**INFORMATION SHOWN**.
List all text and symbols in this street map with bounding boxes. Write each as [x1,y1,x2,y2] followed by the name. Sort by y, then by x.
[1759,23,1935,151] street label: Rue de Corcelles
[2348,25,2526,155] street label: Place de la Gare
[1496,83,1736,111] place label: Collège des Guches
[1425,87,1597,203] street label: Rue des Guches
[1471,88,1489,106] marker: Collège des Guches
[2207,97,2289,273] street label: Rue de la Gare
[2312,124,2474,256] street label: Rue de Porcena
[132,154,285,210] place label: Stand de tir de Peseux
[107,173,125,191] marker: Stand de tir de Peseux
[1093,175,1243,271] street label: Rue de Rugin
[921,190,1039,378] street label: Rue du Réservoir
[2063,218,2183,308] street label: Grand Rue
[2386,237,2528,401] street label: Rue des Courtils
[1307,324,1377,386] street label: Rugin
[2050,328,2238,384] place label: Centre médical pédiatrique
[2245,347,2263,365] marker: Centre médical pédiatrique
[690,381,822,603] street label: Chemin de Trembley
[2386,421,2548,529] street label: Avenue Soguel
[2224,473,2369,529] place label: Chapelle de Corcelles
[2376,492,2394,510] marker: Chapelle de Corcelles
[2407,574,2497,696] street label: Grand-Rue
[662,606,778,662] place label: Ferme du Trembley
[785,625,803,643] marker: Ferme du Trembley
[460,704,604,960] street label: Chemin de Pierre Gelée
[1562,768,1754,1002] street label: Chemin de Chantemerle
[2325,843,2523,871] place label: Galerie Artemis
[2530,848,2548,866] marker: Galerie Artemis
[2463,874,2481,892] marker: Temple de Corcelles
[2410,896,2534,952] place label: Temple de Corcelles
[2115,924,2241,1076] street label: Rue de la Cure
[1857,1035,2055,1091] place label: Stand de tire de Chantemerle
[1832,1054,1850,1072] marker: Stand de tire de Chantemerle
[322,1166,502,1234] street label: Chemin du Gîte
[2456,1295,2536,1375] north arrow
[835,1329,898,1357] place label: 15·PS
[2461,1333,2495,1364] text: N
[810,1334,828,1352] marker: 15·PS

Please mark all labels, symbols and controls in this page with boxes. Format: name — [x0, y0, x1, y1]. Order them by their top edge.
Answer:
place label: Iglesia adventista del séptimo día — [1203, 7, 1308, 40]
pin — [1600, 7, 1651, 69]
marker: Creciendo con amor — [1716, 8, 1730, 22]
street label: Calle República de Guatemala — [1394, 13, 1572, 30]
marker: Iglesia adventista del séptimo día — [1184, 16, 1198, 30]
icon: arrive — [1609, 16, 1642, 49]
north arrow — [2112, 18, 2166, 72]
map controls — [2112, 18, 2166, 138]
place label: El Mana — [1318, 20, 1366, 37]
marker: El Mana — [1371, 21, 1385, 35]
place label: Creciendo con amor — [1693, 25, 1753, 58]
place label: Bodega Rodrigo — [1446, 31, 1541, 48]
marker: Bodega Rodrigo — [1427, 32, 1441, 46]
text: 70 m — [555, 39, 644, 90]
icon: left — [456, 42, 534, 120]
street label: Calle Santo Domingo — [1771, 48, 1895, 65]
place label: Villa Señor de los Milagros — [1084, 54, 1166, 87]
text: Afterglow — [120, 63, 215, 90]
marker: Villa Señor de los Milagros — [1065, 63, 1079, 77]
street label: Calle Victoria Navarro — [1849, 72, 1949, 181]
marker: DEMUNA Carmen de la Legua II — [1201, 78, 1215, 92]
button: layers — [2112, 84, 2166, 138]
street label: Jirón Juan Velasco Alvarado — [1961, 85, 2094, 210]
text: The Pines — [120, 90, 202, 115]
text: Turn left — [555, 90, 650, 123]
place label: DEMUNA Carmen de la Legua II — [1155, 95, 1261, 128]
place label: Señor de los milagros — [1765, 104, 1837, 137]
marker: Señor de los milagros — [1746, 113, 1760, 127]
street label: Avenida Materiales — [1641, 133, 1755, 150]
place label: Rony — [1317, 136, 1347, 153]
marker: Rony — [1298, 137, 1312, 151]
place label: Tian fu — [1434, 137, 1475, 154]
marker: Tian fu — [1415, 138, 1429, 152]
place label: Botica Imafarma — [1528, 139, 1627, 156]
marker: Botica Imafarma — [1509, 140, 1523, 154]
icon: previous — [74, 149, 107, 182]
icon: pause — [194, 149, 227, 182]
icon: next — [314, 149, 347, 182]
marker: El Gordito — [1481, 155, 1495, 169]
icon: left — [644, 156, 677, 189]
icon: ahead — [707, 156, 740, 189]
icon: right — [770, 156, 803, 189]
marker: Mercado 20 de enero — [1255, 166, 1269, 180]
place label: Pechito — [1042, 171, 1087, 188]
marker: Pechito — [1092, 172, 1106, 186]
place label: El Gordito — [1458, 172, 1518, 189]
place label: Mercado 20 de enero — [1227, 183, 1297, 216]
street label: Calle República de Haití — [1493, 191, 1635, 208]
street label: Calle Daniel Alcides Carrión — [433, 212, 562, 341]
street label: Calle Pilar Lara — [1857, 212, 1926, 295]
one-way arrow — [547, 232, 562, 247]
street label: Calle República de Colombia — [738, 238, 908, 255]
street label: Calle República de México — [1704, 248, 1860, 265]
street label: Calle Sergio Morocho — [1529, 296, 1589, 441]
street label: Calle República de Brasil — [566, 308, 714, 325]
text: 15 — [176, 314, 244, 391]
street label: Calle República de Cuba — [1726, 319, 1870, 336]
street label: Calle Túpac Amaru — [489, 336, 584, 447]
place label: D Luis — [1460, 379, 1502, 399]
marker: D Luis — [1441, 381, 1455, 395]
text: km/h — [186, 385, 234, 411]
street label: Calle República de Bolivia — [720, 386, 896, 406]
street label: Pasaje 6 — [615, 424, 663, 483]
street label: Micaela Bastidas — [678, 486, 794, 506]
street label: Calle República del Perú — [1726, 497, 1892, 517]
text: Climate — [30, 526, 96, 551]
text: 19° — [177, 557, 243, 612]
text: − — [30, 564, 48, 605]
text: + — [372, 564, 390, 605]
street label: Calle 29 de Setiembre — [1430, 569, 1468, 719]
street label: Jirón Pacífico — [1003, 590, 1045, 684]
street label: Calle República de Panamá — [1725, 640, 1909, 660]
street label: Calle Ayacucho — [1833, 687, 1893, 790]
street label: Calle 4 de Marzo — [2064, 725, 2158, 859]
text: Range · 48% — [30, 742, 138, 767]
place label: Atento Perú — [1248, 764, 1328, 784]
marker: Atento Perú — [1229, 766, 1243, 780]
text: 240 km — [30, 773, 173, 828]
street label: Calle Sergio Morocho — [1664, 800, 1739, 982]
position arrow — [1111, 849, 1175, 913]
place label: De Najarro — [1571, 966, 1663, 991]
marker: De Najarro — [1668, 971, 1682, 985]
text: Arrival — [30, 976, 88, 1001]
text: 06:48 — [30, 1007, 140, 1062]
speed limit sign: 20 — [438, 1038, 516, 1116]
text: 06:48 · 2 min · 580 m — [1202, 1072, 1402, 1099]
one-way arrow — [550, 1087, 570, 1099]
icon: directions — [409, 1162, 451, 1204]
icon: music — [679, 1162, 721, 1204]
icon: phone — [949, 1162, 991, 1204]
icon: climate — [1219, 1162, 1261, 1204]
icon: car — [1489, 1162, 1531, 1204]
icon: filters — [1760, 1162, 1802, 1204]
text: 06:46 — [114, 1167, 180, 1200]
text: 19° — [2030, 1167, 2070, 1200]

**PROBLEM**. A word-for-word copy of the listing is the expected answer.

**ANSWER TO THIS TASK**.
List all text and symbols in this street map with bounding boxes. Write each as [x1,y1,x2,y2] followed by the name. Sort by y, then by x.
[1759,23,1935,151] street label: Rue de Corcelles
[2348,25,2526,155] street label: Place de la Gare
[1496,83,1736,111] place label: Collège des Guches
[1425,87,1597,203] street label: Rue des Guches
[1471,88,1489,106] marker: Collège des Guches
[2207,97,2289,273] street label: Rue de la Gare
[2312,124,2474,256] street label: Rue de Porcena
[132,154,285,210] place label: Stand de tir de Peseux
[107,173,125,191] marker: Stand de tir de Peseux
[1093,175,1243,271] street label: Rue de Rugin
[921,190,1039,378] street label: Rue du Réservoir
[2063,218,2183,308] street label: Grand Rue
[2386,237,2528,401] street label: Rue des Courtils
[1307,324,1377,386] street label: Rugin
[2050,328,2238,384] place label: Centre médical pédiatrique
[2245,347,2263,365] marker: Centre médical pédiatrique
[690,381,822,603] street label: Chemin de Trembley
[2386,421,2548,529] street label: Avenue Soguel
[2224,473,2369,529] place label: Chapelle de Corcelles
[2376,492,2394,510] marker: Chapelle de Corcelles
[2407,574,2497,696] street label: Grand-Rue
[662,606,778,662] place label: Ferme du Trembley
[785,625,803,643] marker: Ferme du Trembley
[460,704,604,960] street label: Chemin de Pierre Gelée
[1562,768,1754,1002] street label: Chemin de Chantemerle
[2325,843,2523,871] place label: Galerie Artemis
[2530,848,2548,866] marker: Galerie Artemis
[2463,874,2481,892] marker: Temple de Corcelles
[2410,896,2534,952] place label: Temple de Corcelles
[2115,924,2241,1076] street label: Rue de la Cure
[1857,1035,2055,1091] place label: Stand de tire de Chantemerle
[1832,1054,1850,1072] marker: Stand de tire de Chantemerle
[322,1166,502,1234] street label: Chemin du Gîte
[2456,1295,2536,1375] north arrow
[835,1329,898,1357] place label: 15·PS
[2461,1333,2495,1364] text: N
[810,1334,828,1352] marker: 15·PS

Please mark all labels, symbols and controls in this page with boxes. Format: name — [x0, y0, x1, y1]. Order them by their top edge.
Answer:
place label: Iglesia adventista del séptimo día — [1203, 7, 1308, 40]
pin — [1600, 7, 1651, 69]
marker: Creciendo con amor — [1716, 8, 1730, 22]
street label: Calle República de Guatemala — [1394, 13, 1572, 30]
marker: Iglesia adventista del séptimo día — [1184, 16, 1198, 30]
icon: arrive — [1609, 16, 1642, 49]
north arrow — [2112, 18, 2166, 72]
map controls — [2112, 18, 2166, 138]
place label: El Mana — [1318, 20, 1366, 37]
marker: El Mana — [1371, 21, 1385, 35]
place label: Creciendo con amor — [1693, 25, 1753, 58]
place label: Bodega Rodrigo — [1446, 31, 1541, 48]
marker: Bodega Rodrigo — [1427, 32, 1441, 46]
text: 70 m — [555, 39, 644, 90]
icon: left — [456, 42, 534, 120]
street label: Calle Santo Domingo — [1771, 48, 1895, 65]
place label: Villa Señor de los Milagros — [1084, 54, 1166, 87]
text: Afterglow — [120, 63, 215, 90]
marker: Villa Señor de los Milagros — [1065, 63, 1079, 77]
street label: Calle Victoria Navarro — [1849, 72, 1949, 181]
marker: DEMUNA Carmen de la Legua II — [1201, 78, 1215, 92]
button: layers — [2112, 84, 2166, 138]
street label: Jirón Juan Velasco Alvarado — [1961, 85, 2094, 210]
text: The Pines — [120, 90, 202, 115]
text: Turn left — [555, 90, 650, 123]
place label: DEMUNA Carmen de la Legua II — [1155, 95, 1261, 128]
place label: Señor de los milagros — [1765, 104, 1837, 137]
marker: Señor de los milagros — [1746, 113, 1760, 127]
street label: Avenida Materiales — [1641, 133, 1755, 150]
place label: Rony — [1317, 136, 1347, 153]
marker: Rony — [1298, 137, 1312, 151]
place label: Tian fu — [1434, 137, 1475, 154]
marker: Tian fu — [1415, 138, 1429, 152]
place label: Botica Imafarma — [1528, 139, 1627, 156]
marker: Botica Imafarma — [1509, 140, 1523, 154]
icon: previous — [74, 149, 107, 182]
icon: pause — [194, 149, 227, 182]
icon: next — [314, 149, 347, 182]
marker: El Gordito — [1481, 155, 1495, 169]
icon: left — [644, 156, 677, 189]
icon: ahead — [707, 156, 740, 189]
icon: right — [770, 156, 803, 189]
marker: Mercado 20 de enero — [1255, 166, 1269, 180]
place label: Pechito — [1042, 171, 1087, 188]
marker: Pechito — [1092, 172, 1106, 186]
place label: El Gordito — [1458, 172, 1518, 189]
place label: Mercado 20 de enero — [1227, 183, 1297, 216]
street label: Calle República de Haití — [1493, 191, 1635, 208]
street label: Calle Daniel Alcides Carrión — [433, 212, 562, 341]
street label: Calle Pilar Lara — [1857, 212, 1926, 295]
one-way arrow — [547, 232, 562, 247]
street label: Calle República de Colombia — [738, 238, 908, 255]
street label: Calle República de México — [1704, 248, 1860, 265]
street label: Calle Sergio Morocho — [1529, 296, 1589, 441]
street label: Calle República de Brasil — [566, 308, 714, 325]
text: 15 — [176, 314, 244, 391]
street label: Calle República de Cuba — [1726, 319, 1870, 336]
street label: Calle Túpac Amaru — [489, 336, 584, 447]
place label: D Luis — [1460, 379, 1502, 399]
marker: D Luis — [1441, 381, 1455, 395]
text: km/h — [186, 385, 234, 411]
street label: Calle República de Bolivia — [720, 386, 896, 406]
street label: Pasaje 6 — [615, 424, 663, 483]
street label: Micaela Bastidas — [678, 486, 794, 506]
street label: Calle República del Perú — [1726, 497, 1892, 517]
text: Climate — [30, 526, 96, 551]
text: 19° — [177, 557, 243, 612]
text: − — [30, 564, 48, 605]
text: + — [372, 564, 390, 605]
street label: Calle 29 de Setiembre — [1430, 569, 1468, 719]
street label: Jirón Pacífico — [1003, 590, 1045, 684]
street label: Calle República de Panamá — [1725, 640, 1909, 660]
street label: Calle Ayacucho — [1833, 687, 1893, 790]
street label: Calle 4 de Marzo — [2064, 725, 2158, 859]
text: Range · 48% — [30, 742, 138, 767]
place label: Atento Perú — [1248, 764, 1328, 784]
marker: Atento Perú — [1229, 766, 1243, 780]
text: 240 km — [30, 773, 173, 828]
street label: Calle Sergio Morocho — [1664, 800, 1739, 982]
position arrow — [1111, 849, 1175, 913]
place label: De Najarro — [1571, 966, 1663, 991]
marker: De Najarro — [1668, 971, 1682, 985]
text: Arrival — [30, 976, 88, 1001]
text: 06:48 — [30, 1007, 140, 1062]
speed limit sign: 20 — [438, 1038, 516, 1116]
text: 06:48 · 2 min · 580 m — [1202, 1072, 1402, 1099]
one-way arrow — [550, 1087, 570, 1099]
icon: directions — [409, 1162, 451, 1204]
icon: music — [679, 1162, 721, 1204]
icon: phone — [949, 1162, 991, 1204]
icon: climate — [1219, 1162, 1261, 1204]
icon: car — [1489, 1162, 1531, 1204]
icon: filters — [1760, 1162, 1802, 1204]
text: 06:46 — [114, 1167, 180, 1200]
text: 19° — [2030, 1167, 2070, 1200]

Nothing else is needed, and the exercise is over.